* **Aim of the exercise**
A bare number is the only acceptable answer: how many lines of these entries include "Ayouba"?

##### Extracted data

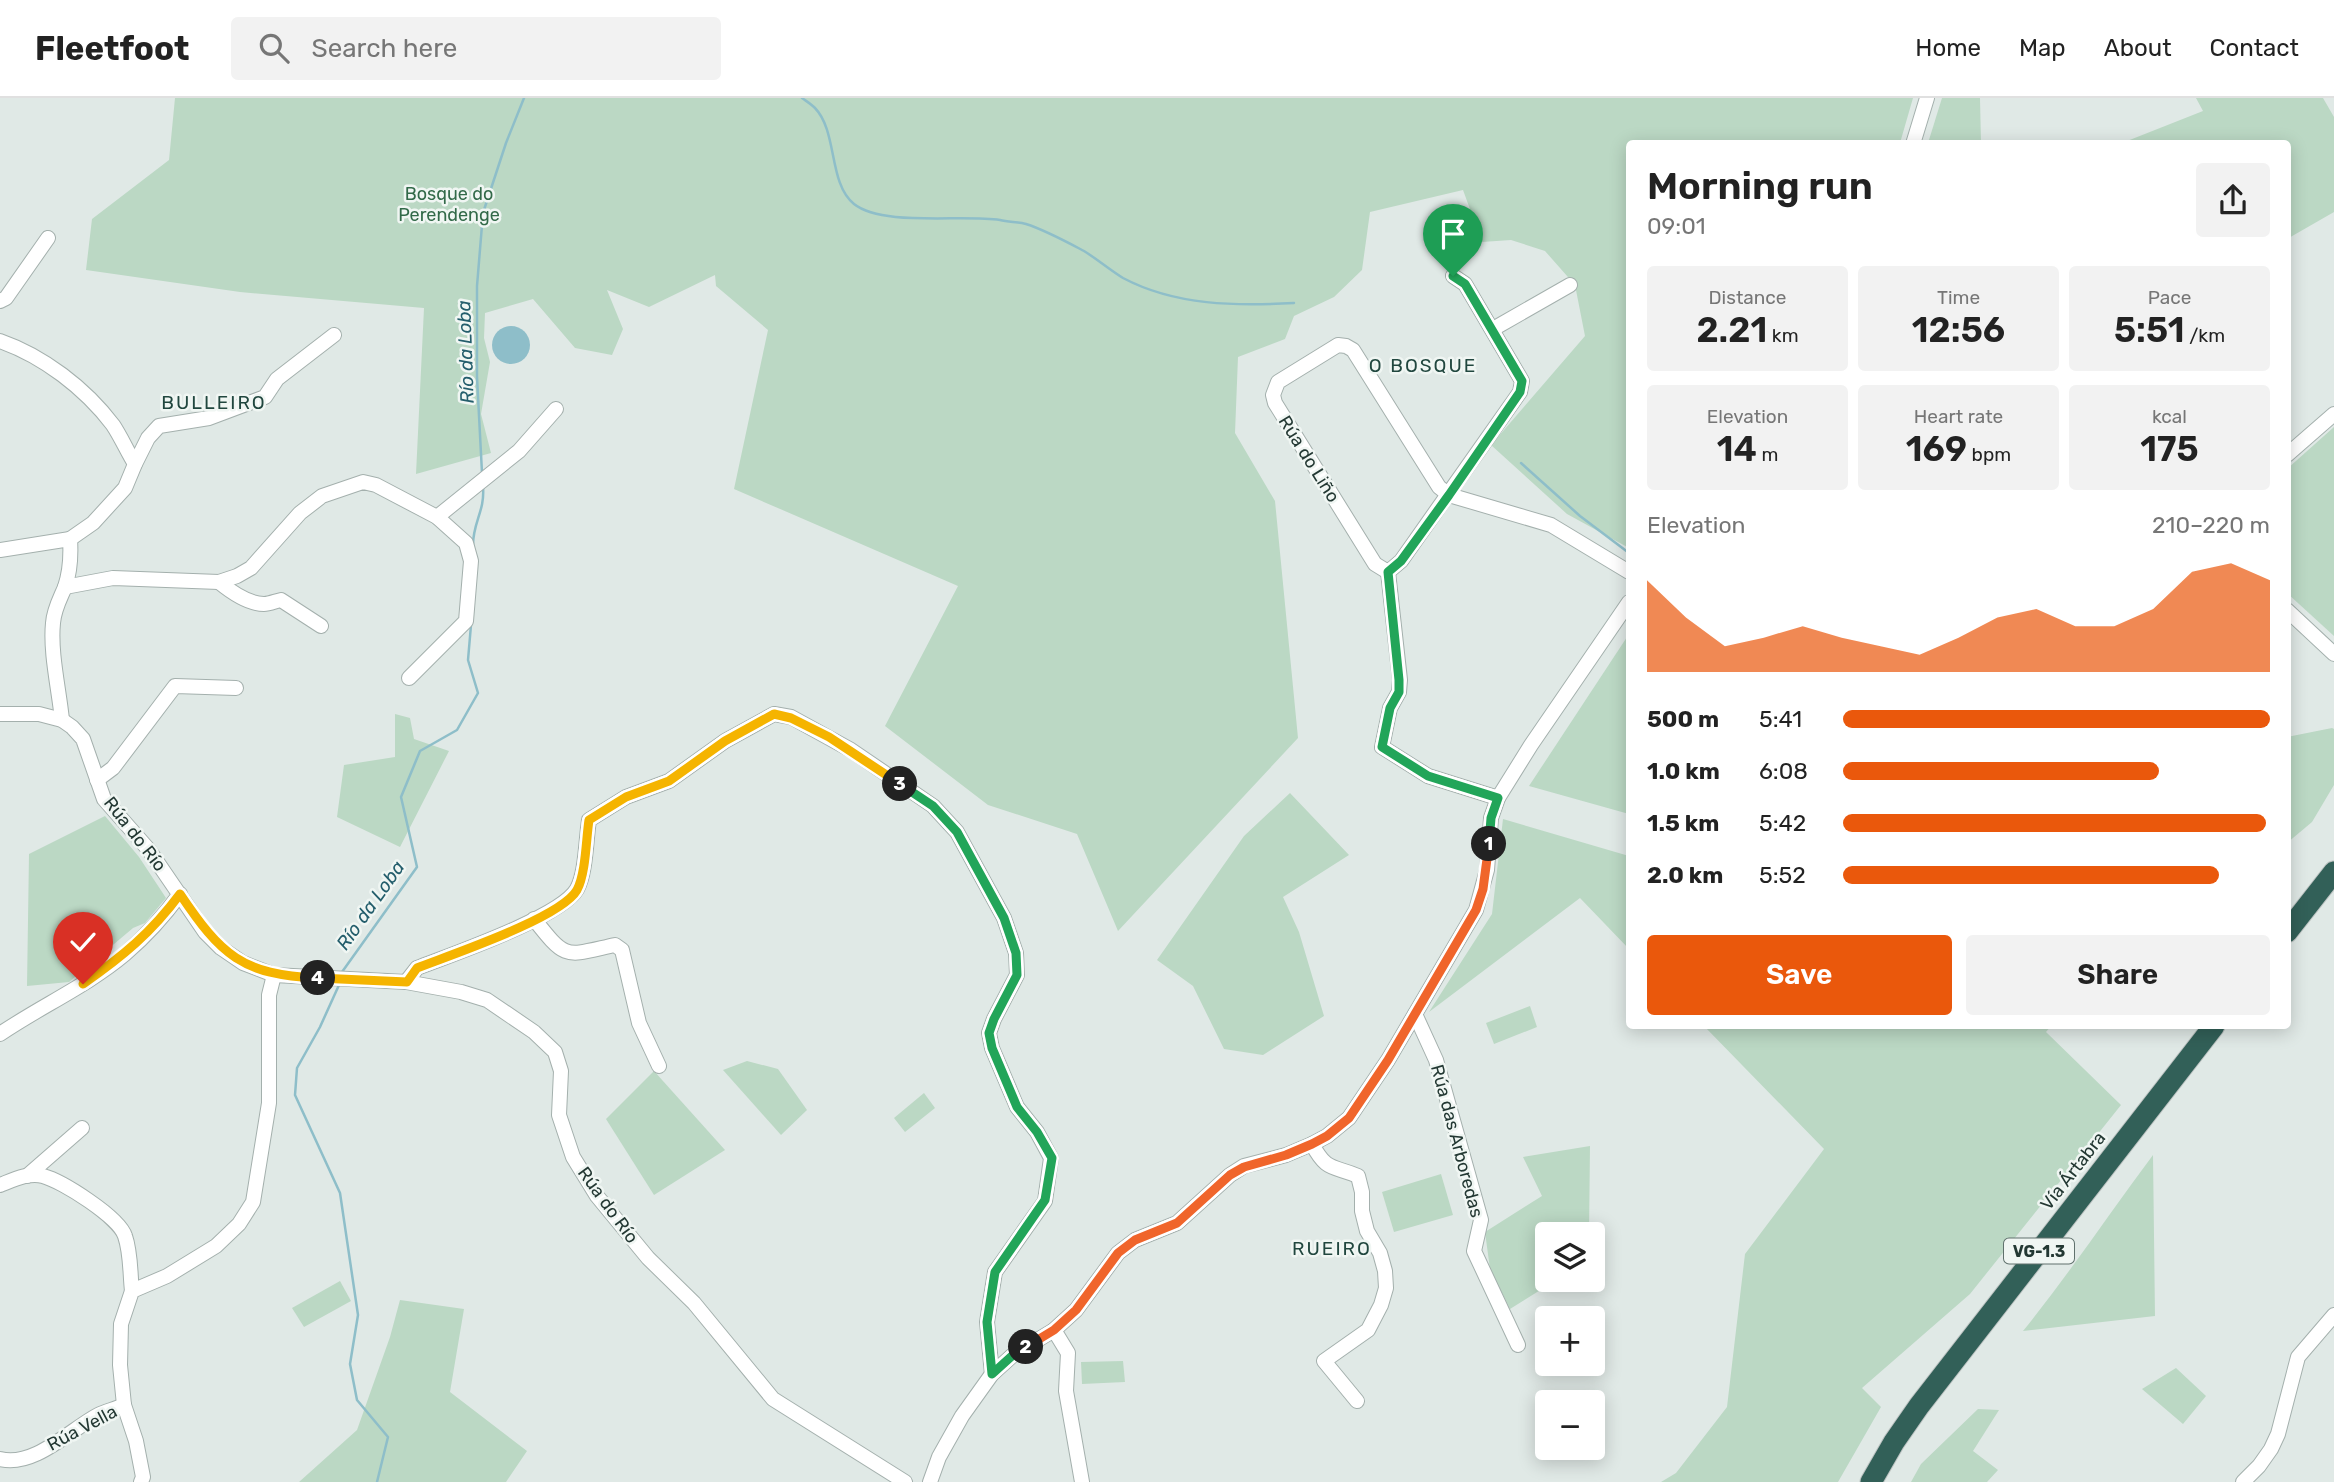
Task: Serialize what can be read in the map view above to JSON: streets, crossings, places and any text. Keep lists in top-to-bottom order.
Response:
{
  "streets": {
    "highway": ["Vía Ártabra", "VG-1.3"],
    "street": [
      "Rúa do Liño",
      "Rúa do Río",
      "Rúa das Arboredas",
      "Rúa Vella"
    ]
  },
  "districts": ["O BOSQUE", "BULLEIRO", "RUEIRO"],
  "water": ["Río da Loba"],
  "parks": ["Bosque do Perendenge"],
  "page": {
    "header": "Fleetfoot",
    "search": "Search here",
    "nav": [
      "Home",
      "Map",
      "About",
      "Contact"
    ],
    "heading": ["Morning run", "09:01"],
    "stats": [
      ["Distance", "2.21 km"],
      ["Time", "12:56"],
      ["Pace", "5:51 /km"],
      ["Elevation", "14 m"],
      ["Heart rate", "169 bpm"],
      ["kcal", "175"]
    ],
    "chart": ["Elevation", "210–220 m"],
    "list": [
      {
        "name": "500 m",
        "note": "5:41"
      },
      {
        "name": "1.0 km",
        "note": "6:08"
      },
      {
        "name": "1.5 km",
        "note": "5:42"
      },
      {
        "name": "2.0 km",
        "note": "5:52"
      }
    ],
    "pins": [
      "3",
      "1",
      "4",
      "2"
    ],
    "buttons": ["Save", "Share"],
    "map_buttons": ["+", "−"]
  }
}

##########
##### Extracted data

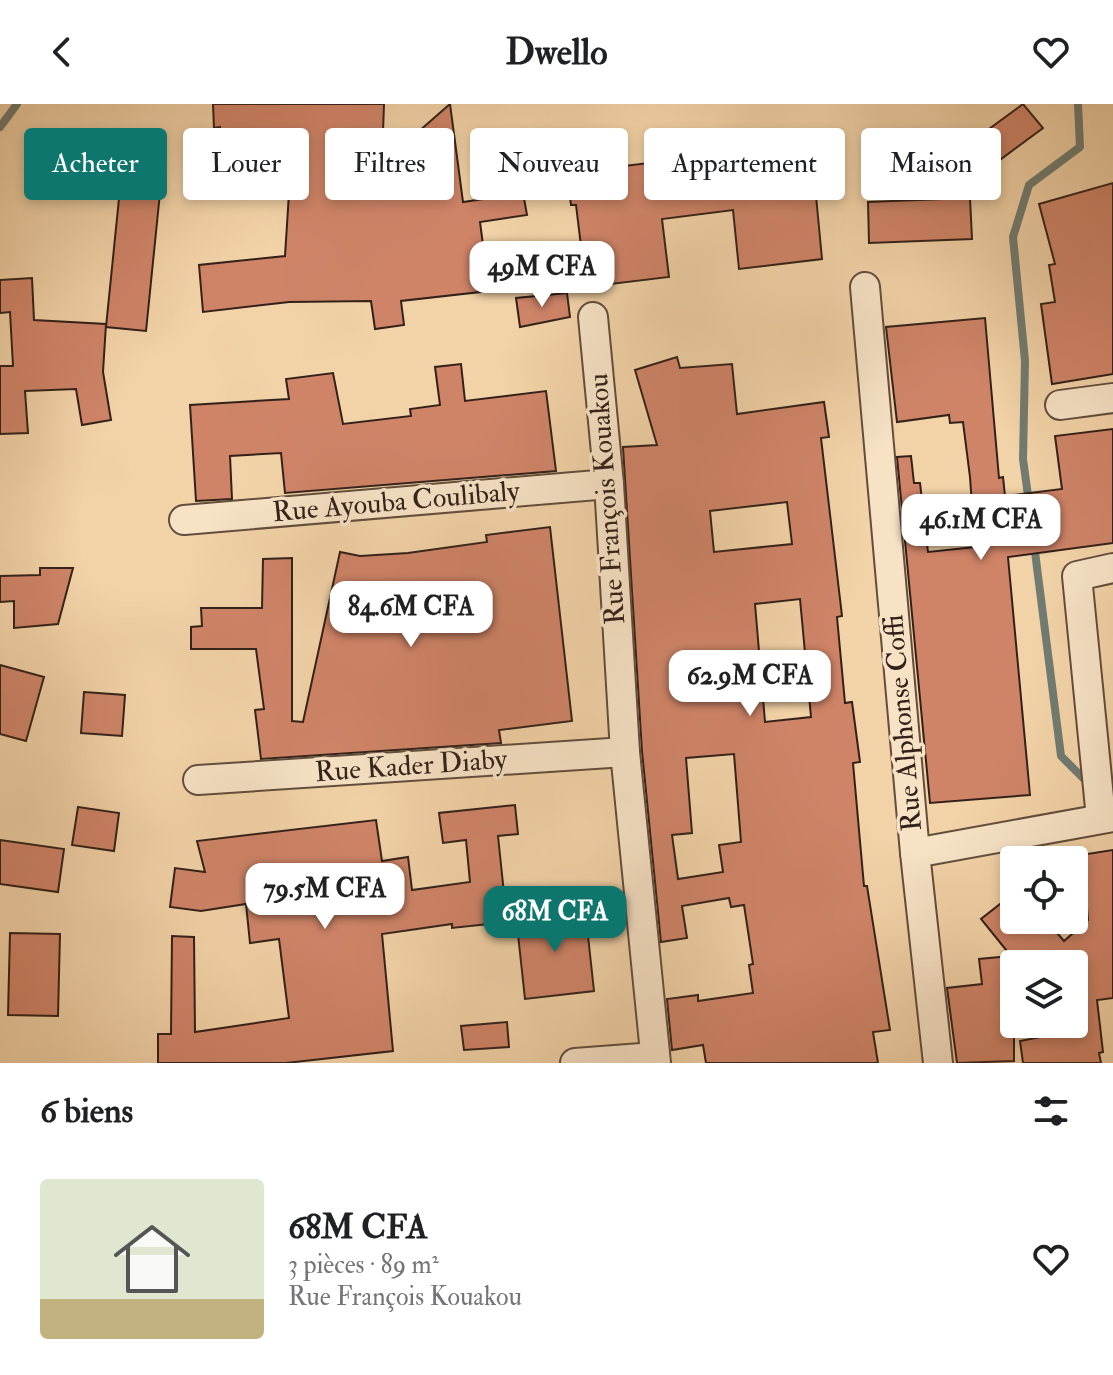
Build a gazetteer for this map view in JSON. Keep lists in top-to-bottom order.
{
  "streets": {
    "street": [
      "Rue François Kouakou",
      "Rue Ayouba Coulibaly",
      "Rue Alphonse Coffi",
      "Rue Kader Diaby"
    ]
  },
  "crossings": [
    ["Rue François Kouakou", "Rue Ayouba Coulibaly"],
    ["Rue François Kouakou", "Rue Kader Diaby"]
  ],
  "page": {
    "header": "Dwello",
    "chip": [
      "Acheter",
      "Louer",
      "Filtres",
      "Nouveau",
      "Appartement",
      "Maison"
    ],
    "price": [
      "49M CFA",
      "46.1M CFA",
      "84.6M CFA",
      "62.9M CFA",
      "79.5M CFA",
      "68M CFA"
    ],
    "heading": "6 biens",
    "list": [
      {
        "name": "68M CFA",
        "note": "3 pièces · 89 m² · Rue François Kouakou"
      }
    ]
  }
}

##########

* **Response area**
2